# Children's Poet Robert Louis Stevenson a Racist?



## HiDesertHal (Jul 1, 2017)

In his book "A Child's Garden of Verses", published in 1885, English poet Stevenson has a poem about children in Foreign Lands entitled "Foreign Children".

The first verse goes:

"Little Indian, Sioux or Crow,
Little frosty Eskimo,
Little Turk or Japanee,
O don't you wish that you were me?"

That is blatant ridicule of other races beside English!

I like his other poems, though..especially "My Bed Is A Boat"!

HiDesertHal


----------



## RubyK (Jul 1, 2017)

In 1885 it was probably acceptable to be a racist. Don't know much about RLS, but he may never have met an Indian, Eskimo, Turk or Japanese.
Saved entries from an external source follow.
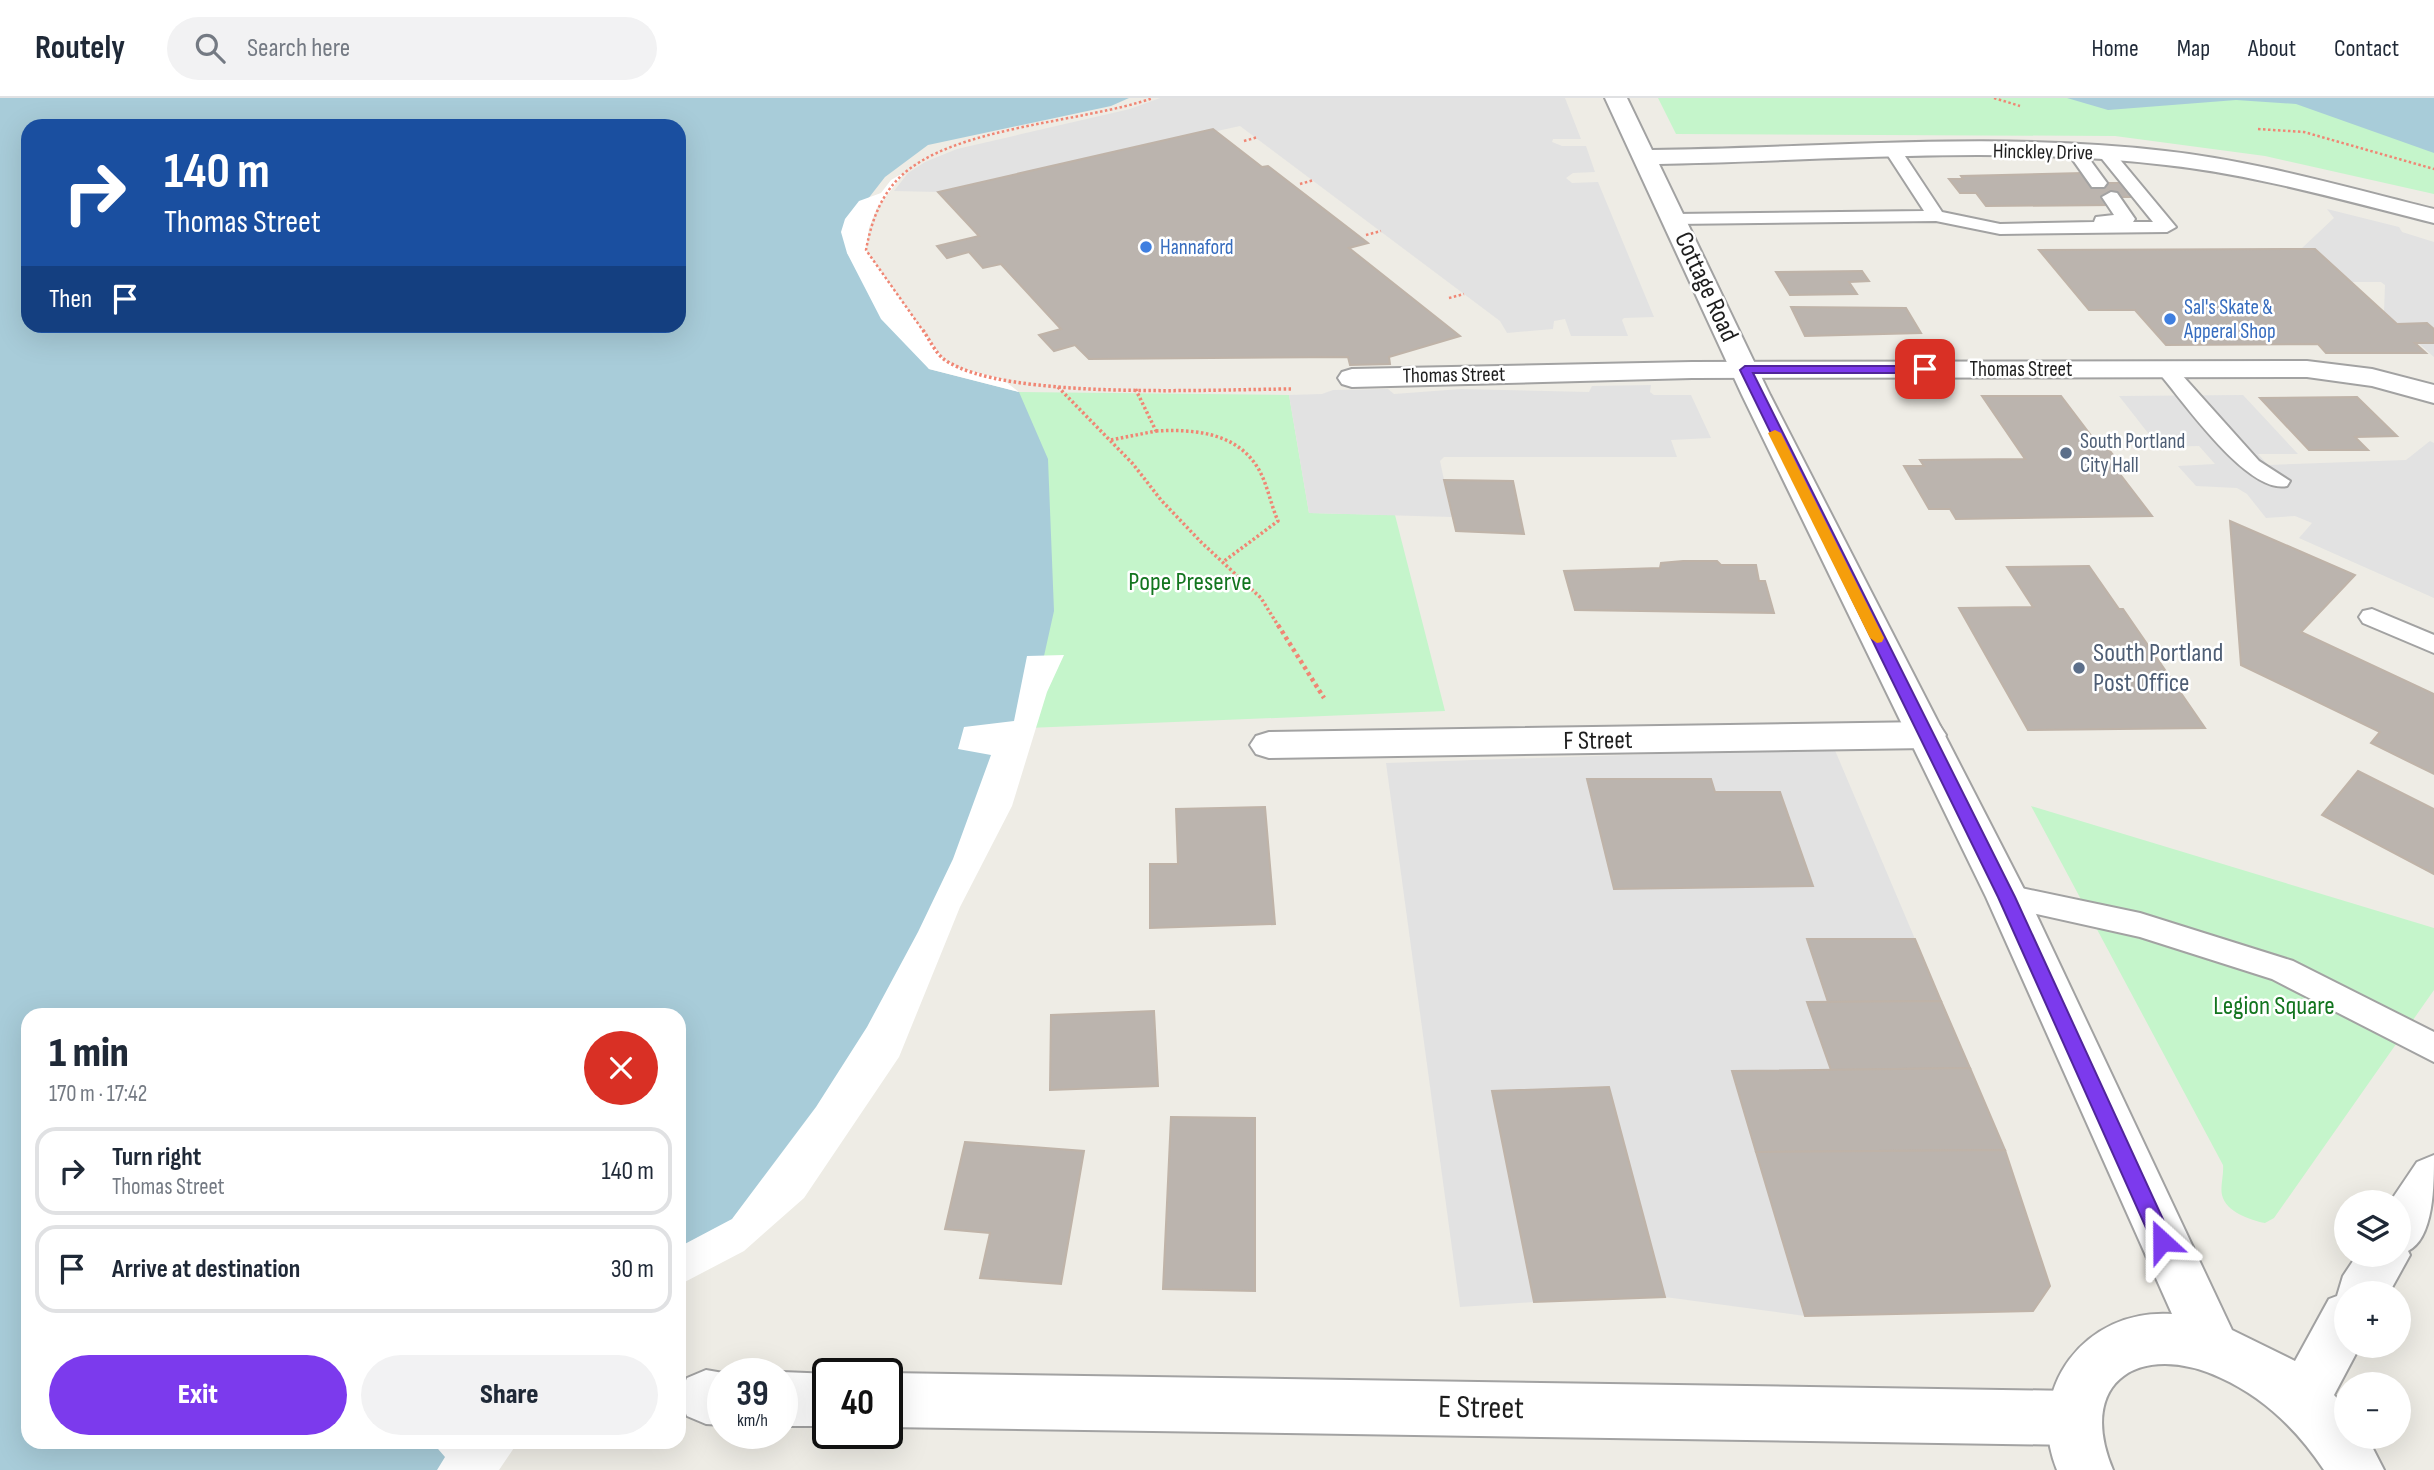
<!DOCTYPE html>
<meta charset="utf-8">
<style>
body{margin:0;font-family:"Sofia Sans Condensed",sans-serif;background:#f2f2f3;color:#1f2937;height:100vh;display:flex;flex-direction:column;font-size:26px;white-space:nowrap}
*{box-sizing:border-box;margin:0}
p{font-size:23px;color:#747a83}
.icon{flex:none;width:38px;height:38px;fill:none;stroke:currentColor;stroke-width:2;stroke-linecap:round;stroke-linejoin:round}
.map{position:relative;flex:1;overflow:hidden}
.sheet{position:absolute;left:21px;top:910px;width:665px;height:441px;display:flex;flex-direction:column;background:#fff;border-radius:21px;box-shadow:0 7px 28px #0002}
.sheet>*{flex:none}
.hud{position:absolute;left:21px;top:21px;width:665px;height:214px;border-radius:21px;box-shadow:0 7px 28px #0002;background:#1a4fa0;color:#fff;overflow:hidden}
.fabs{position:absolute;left:2334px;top:1092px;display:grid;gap:14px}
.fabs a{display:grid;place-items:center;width:77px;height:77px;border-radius:50%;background:#fff;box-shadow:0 7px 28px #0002;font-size:35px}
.speed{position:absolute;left:707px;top:1260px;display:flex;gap:14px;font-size:35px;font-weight:700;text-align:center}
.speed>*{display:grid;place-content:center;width:91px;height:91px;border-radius:50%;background:#fff;box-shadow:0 7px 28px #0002;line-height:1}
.speed small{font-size:18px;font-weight:400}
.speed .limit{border:4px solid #111;border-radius:10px;background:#fff;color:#111}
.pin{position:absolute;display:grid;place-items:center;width:60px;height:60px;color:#fff;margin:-30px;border-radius:14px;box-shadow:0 4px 10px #0006}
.me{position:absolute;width:77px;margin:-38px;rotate:336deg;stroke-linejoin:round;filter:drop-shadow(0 0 5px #0008)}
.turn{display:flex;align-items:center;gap:24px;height:147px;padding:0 28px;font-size:32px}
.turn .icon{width:91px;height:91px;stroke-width:2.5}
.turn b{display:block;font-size:49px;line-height:60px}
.then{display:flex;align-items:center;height:66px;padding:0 28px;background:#0003;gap:14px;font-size:26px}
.round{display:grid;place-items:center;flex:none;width:74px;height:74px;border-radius:37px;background:#f2f2f3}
.overview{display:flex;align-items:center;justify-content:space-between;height:119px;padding:0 28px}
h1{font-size:42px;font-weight:800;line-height:52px}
.action{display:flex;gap:14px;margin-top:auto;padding:14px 28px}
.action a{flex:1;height:80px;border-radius:42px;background:#7c3aed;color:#fff;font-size:28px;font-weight:800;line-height:80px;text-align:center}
.action a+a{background:#f2f2f3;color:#1f2937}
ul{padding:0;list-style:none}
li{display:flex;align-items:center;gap:21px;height:88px;margin:0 14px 10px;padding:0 14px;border:4px solid #e0e1e3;border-radius:21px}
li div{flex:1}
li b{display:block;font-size:26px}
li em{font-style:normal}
header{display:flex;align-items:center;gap:42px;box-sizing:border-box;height:98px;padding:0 35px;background:#fff;border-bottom:2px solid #e0e1e3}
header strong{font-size:33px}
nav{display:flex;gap:38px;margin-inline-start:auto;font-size:24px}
.search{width:490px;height:63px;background:#f2f2f3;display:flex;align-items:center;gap:18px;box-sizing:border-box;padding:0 24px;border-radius:38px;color:#747a83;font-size:26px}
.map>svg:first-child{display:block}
.park{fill:#c5f5cb}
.parking{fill:#e2e2e2}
.water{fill:#a8ccd9;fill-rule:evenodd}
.pier{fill:#fff}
.building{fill:#bbb4ae;stroke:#bfb3a8;stroke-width:2}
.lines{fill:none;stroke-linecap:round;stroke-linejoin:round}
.service-casing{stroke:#a2a2a2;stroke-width:4}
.minor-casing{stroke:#a2a2a2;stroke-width:4}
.tertiary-casing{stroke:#a2a2a2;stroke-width:4}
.path-far2{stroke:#f08674;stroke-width:2.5;stroke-dasharray:2.5 2.5;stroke-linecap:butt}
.path-far1{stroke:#f08674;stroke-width:3.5;stroke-dasharray:2.5 2.5;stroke-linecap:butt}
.path{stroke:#f08674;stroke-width:4.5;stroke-dasharray:3.5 3.5;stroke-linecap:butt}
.service{fill:#fff;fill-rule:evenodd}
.minor{fill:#fff;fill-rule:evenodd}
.tertiary{fill:#fff;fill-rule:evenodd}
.route{fill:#7c3aed;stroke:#51269a;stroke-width:2}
.slow{fill:#f59e0b}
.shop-dot{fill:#3f7fe0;stroke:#fff;stroke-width:2.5}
.service-dot{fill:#5c6f8a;stroke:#fff;stroke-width:2.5}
.labels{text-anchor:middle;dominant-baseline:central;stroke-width:5;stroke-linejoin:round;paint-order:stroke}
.far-street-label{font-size:21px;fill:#1e1e1e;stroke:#fff}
.far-shop-label{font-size:21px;fill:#366cbe;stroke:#fff;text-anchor:start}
.far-service-label{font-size:21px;fill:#4e5e75;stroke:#fff;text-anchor:start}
.street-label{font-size:26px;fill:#1e1e1e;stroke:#fff}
.park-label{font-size:26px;fill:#13751f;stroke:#fff}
.service-label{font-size:26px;fill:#4e5e75;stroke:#fff;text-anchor:start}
.near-street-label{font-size:32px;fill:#1e1e1e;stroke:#fff}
</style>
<header>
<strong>Routely</strong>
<div class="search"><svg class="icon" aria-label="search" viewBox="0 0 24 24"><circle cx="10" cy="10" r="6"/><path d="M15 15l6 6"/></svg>Search here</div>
<nav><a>Home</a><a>Map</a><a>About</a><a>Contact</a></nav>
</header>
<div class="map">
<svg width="2434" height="1372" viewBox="0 0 2434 1372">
<rect width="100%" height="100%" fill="#eeece5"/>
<g class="park">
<path d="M1658 0H2434V96L2265 58 2115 38 1676 36Z"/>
<path d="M1019 294 1289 297 1309 415 1395 417 1445 613 1028 630Z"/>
<path d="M2031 708 2434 830V892L2274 1120 2265 1125C2250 1122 2226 1114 2222 1097 2220 1088 2224 1077 2223 1067Z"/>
</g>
<g class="parking">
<path d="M1160 0H1565L1581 41H1553L1552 44 1562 48H1586L1595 74 1573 75 1566 80 1572 85 1598 84 1654 219 1624 220 1622 222 1628 238H1571L1565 221 1554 223 1553 231 1507 235 1500 223 1240 28 938 94 894 93 908 75 925 64 957 51 1130 11Z"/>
<path d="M2327 111 2399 129 2402 134 2434 144V259L2384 214 2385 187 2381 184H2351L2315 151H2301L2334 120Z"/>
<path d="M1651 287 1650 294 1654 297H1691L1711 340 1671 342 1677 359H1444L1440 363 1452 419 1309 415 1289 297 1322 296 1333 292 1388 291 1394 296 1461 291 1589 294 1592 288Z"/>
<path d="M2243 297 2298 356H2258L2268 367 2406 362 2430 343 2434 345V500L2299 440 2312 425 2295 418 2266 420 2247 396 2237 390 2196 388 2178 368 2215 366 2199 348 2159 349 2119 298Z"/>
<path d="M1834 650 1915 841H1807L1828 904H1808L1831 972 1732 973 1805 1218 1665 1199 1609 989 1492 993 1534 1204 1460 1209 1386 665Z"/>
</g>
<g class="water">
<path d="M0 0H1129L1111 8 928 47 885 79 857 115 847 155 929 271 1019 294 1048 361 1054 513 1028 630 853 977 730 1134 679 1158V917H28V1344H461L441 1372H0ZM28 28H679V228H28Z"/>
<path d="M2067 0H2434V55L2296 6 2236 2 2108 12Z"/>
</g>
<g class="pier">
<path d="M905 74 877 110 869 130 866 152 943 261 959 270 1002 281 1019 294 929 271 881 221 847 155 841 134 845 121 859 103 881 95 891 82Z"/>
<path d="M1064 557 1047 594 1012 708 960 809 899 959 804 1100 744 1153 679 1187V1149L732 1121 816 1009 867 929 918 834 953 761 991 657 958 651 964 629 1014 623 1027 558Z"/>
<path d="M432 1344H518L499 1372H437L445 1359Z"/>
</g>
<g class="building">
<path d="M1213 31 1262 69 1268 68 1368 145 1349 150 1460 238 1389 259 1390 266 1350 267 1348 259 1089 261 1075 247 1054 253 1039 237 1061 231 1001 166 983 170 969 154 947 160 937 148 979 138 938 94Z"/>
<path d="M2083 75 2092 85H2122L2136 99H2105L2112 107 1986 108 1976 95H1960L1949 81H1963L1961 78Z"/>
<path d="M2315 151 2397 226 2427 225 2434 231V245H2415L2426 255H2326L2318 246 2166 247 2135 212H2089L2039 152Z"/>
<path d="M1862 173 1869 183 1849 184 1857 196 1790 197 1776 174Z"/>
<path d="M1791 209 1906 210 1921 235 1805 238Z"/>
<path d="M1982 298H2061L2099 348H2106L2121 367H2113L2152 418 1956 421 1950 411H1929L1904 368H1924L1920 362 2025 361Z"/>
<path d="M2357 299 2397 338 2355 339 2368 352H2309L2260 300Z"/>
<path d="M1444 382 1513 383 1524 436 1456 433Z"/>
<path d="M2230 423 2355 477 2301 534 2434 596V676L2371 645 2380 634 2241 567Z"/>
<path d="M1683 463H1717L1721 467H1756L1759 483H1765L1774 515 1575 512 1564 473 1660 470 1661 465Z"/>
<path d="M2089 468 2119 511H2123L2205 630 2028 632 1959 510 2033 509 2007 469Z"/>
<path d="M2358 673 2434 711V776L2322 717Z"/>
<path d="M1587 681H1711L1715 694H1780L1813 788 1614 791Z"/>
<path d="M1265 709 1275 826 1150 830V766H1178L1176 711Z"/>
<path d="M1807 841H1915L1941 903 1828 904Z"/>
<path d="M1941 903 1970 970 1831 972 1807 904Z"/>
<path d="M1154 913 1158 988 1050 992 1051 917Z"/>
<path d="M1970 970 2005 1052 1756 1054 1732 973Z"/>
<path d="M1609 989 1665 1199 1534 1204 1492 993Z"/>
<path d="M1171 1019 1255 1020V1193L1163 1191Z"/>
<path d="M965 1044 1084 1053 1061 1186 980 1180 990 1135 945 1131Z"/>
<path d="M2005 1052 2050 1188 2033 1213 1805 1218 1756 1054Z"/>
</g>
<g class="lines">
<defs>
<g id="service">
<path d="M1893 48 1899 49 1942 114 2000 126 2094 124 2096 119 2114 117 2102 99 2111 94 2117 95 2135 121 2133 124H2153L2098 56 2106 51 2112 52 2176 129 2167 134 2000 136 1936 123 1675 126 1666 121 1675 116 1924 113 1885 53Z"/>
<path d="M2076 50 2082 51 2104 81 2107 85 2104 89H2092L2068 55Z"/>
<path d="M2166 265 2173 267 2259 363 2290 383 2287 388C2248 397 2183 303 2159 275L2156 271 2159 267Z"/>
<path d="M2372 511 2434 537V555L2363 525 2359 519 2363 513Z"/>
<path d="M2007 787 2140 815 2293 863 2434 934V964L2272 881 2140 839 1996 807 1992 799 1996 791Z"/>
</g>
<g id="minor">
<path d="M2307 263 2372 271 2434 287V305L2372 288 2307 279 1692 280 1352 289 1342 286 1338 280 1342 274 1352 271 1692 264Z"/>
<path d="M1927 624 1940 628 1946 637 1940 646 1927 650 1269 660 1256 656 1250 647 1256 638 1269 634Z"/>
<path d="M706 1272 729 1276H723V1327L706 1326 687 1318 679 1299 687 1280Z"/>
<path d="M782 1274 832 1276H828V1328H782V1276H778Z"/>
<path d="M887 1275 2074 1293 2093 1301 2101 1320 2093 1339 2074 1347 887 1329Z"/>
</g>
<path id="tertiary" d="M1605 0H1627L1652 52C1822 50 1996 33 2165 53 2256 63 2345 89 2434 111V125C2345 103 2257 77 2166 67 1998 47 1826 63 1659 66L1770 297 2028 799 2232 1232 2295 1263 2329 1201 2337 1198 2343 1178 2357 1157H2399V1104H2390L2417 1064 2434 1057C2434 1087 2434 1140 2408 1153L2410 1157 2389 1195H2347V1248H2360L2334 1297 2347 1311V1339H2367L2384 1372H2324C2298 1333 2265 1300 2221 1280 2142 1243 2075 1282 2113 1372H2057C2024 1291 2085 1210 2172 1216L1986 799 1742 297Z"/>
</defs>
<use href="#service" class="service-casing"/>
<use href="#minor" class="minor-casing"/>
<use href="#tertiary" class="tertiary-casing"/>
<g class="path-far2">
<path d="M1994 0 2020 8"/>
<path d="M2258 31 2304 34 2434 71"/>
<path d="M1244 43 1258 39"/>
<path d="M1300 86 1314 82"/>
<path d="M1366 137 1381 133"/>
<path d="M1449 200 1464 196"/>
<path d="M924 234 866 152C871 125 880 99 899 80 951 28 1082 25 1153 0"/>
</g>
<g class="path-far1">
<path d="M923 232C929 241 936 256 945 262 1005 303 1215 291 1293 291"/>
<path d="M1058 289 1133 366 1161 402 1201 444 1261 500 1279 529"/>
<path d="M1156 333C1192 331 1234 334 1256 367 1267 383 1270 405 1278 423L1223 464"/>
<path d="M1111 342 1156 333 1135 290"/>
</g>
<path class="path" d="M1278 527 1324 600"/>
<use href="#service" class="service"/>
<use href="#minor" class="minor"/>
<use href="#tertiary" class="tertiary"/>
</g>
<path class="route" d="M1745 268H1925L1931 271 1925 275H1753L2015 799 2173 1143 2170 1150 2162 1152 2155 1150 1998 799 1740 272Z"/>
<path class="slow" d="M1775 332 1781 335 1884 540 1882 544 1877 545 1870 540 1768 335Z"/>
<g class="shop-dot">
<circle cx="1146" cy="149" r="7"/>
<circle cx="2170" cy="221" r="7"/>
</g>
<g class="service-dot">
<circle cx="2066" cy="355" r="7"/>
<circle cx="2079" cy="570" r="7"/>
</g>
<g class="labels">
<g class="far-street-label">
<text transform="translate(2043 54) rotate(1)">Hinckley Drive</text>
<text x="2021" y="271">Thomas Street</text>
<text transform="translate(1454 277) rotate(-1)">Thomas Street</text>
</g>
<g class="far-shop-label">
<text x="1160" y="149">Hannaford</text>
<text x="2184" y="209">Sal's Skate &amp;<tspan x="2184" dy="24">Apperal Shop</tspan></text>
</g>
<g class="far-service-label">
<text x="2080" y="343">South Portland<tspan x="2080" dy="24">City Hall</tspan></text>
</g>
<g class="street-label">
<text transform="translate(1706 189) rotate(65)">Cottage Road</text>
<text transform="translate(1598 643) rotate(-1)">F Street</text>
</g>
<g class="park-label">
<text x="1190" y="484">Pope Preserve</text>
<text x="2274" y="908">Legion Square</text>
</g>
<g class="service-label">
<text x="2093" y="555">South Portland<tspan x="2093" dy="30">Post Office</tspan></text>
</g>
<g class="near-street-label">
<text transform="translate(1481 1310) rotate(1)">E Street</text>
</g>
</g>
</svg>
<div class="fabs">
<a><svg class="icon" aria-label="layers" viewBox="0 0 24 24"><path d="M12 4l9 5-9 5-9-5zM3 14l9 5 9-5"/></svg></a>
<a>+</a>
<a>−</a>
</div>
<div class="speed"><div>39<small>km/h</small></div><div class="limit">40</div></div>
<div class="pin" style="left:1925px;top:271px;background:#d93025"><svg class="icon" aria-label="arrive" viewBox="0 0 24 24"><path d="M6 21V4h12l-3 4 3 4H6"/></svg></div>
<svg class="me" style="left:2162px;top:1143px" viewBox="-20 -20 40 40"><path d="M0-17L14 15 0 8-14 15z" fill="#7c3aed" stroke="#fff" stroke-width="4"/></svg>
<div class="hud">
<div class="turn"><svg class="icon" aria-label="right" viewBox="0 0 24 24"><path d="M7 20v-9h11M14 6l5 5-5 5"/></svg><div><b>140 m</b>Thomas Street</div></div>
<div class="then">Then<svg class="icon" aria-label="arrive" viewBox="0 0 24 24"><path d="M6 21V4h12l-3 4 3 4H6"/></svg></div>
</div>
<section class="sheet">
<div class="overview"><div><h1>1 min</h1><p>170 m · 17:42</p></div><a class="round" style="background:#d93025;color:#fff"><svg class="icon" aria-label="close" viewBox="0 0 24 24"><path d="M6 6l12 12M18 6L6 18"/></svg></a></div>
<ul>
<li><svg class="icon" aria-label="right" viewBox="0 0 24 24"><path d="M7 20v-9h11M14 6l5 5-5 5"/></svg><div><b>Turn right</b><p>Thomas Street</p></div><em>140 m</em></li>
<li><svg class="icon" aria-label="arrive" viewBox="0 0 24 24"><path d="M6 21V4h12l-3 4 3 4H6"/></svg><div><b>Arrive at destination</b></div><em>30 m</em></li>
</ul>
<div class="action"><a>Exit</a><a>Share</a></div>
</section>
</div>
So how could he know anything about them?


----------



## Laurie (Jul 1, 2017)

Of course he was a racist by today's standards, just like Killing, Rider Haggard and Fleming in his treatment of Quarrel.  Even the gentle Georgette Heyer writes about Sambo, the blackamoor page, but they were people of their time.

Very few people of my generation never referred to "queers" or "poofters", or in the US "faggots" in the playgrounds of the 40s and 50s.

We are all people of our times.


----------



## Warrigal (Jul 1, 2017)

I agree with Laurie and call people's attention to Daniel Dafoe's _Robinson Crusoe. _His belief in the superiority of the British people hits you between the eyes from the first chapter. I have to confess I put the book down in disgust and don't know whether his attitude changed as the plot developed.


----------



## Camper6 (Jul 1, 2017)

.......duplicate


----------



## Camper6 (Jul 1, 2017)

If it wasn't for people like the British and their superiority, Canada would be ruled by France.  

You see in those days, conquerors were heroes. Warriors were heroes.  Now they are looked down on.

But the very land you are sitting on and own was made possible by those type of people.

Racist? Definitely.


----------